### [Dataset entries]
○ ○ ○ ○

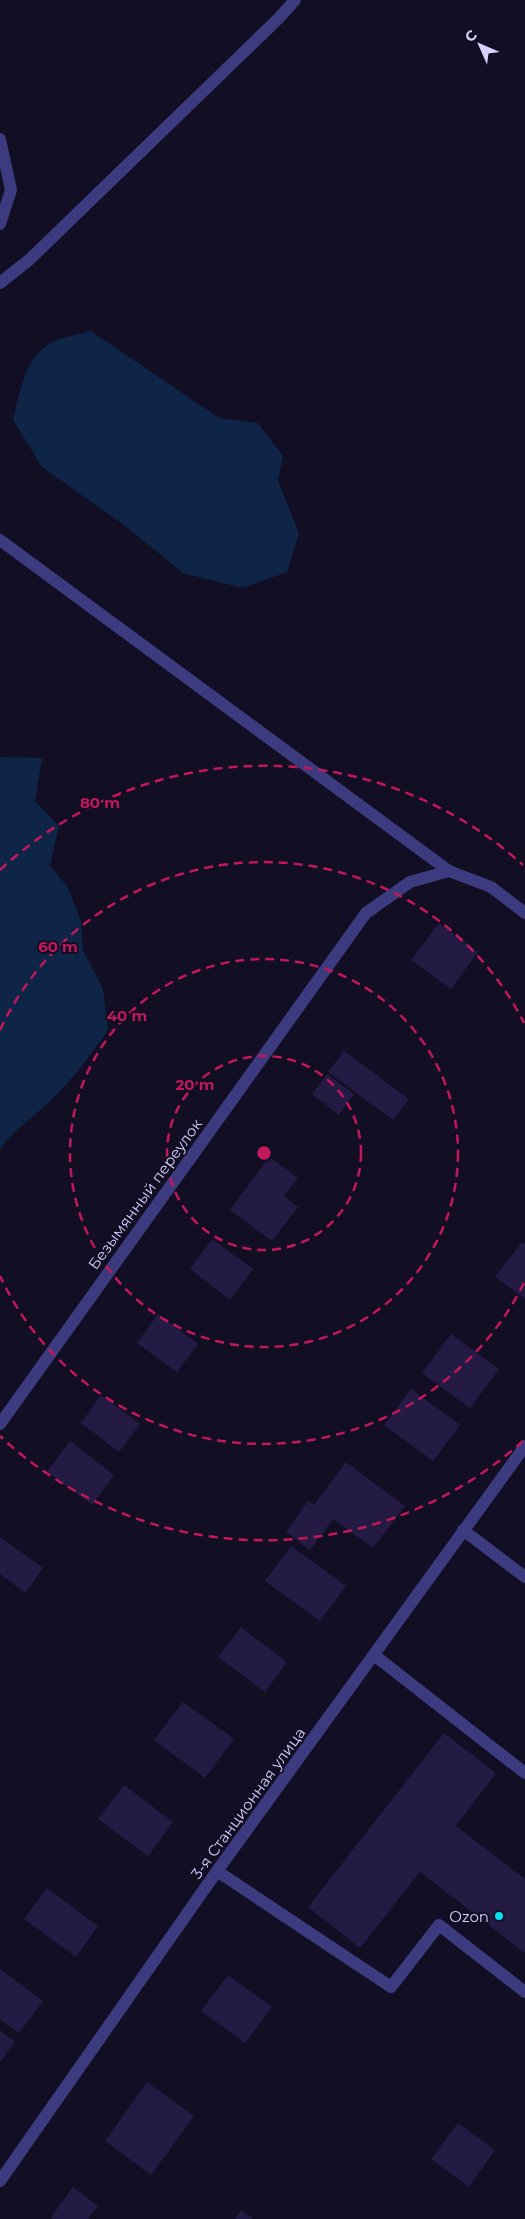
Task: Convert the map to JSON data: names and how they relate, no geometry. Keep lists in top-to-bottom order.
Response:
{
  "streets": {
    "street": ["Безымянный переулок", "3-я Станционная улица"]
  },
  "places": ["Ozon"],
  "north": "top left",
  "rings": [
    "80 m",
    "60 m",
    "40 m",
    "20 m"
  ]
}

○ ○ ○ ○

### [Activity]
If an entry contains an image, print the rest of that entry exactly and leave the image out.

### [Output of the exercise]
Task: Convert the map to JSON data: names and how they relate, no geometry. Keep lists in top-to-bottom order.
Response:
{
  "streets": {
    "street": ["Безымянный переулок", "3-я Станционная улица"]
  },
  "places": ["Ozon"],
  "north": "top left",
  "rings": [
    "80 m",
    "60 m",
    "40 m",
    "20 m"
  ]
}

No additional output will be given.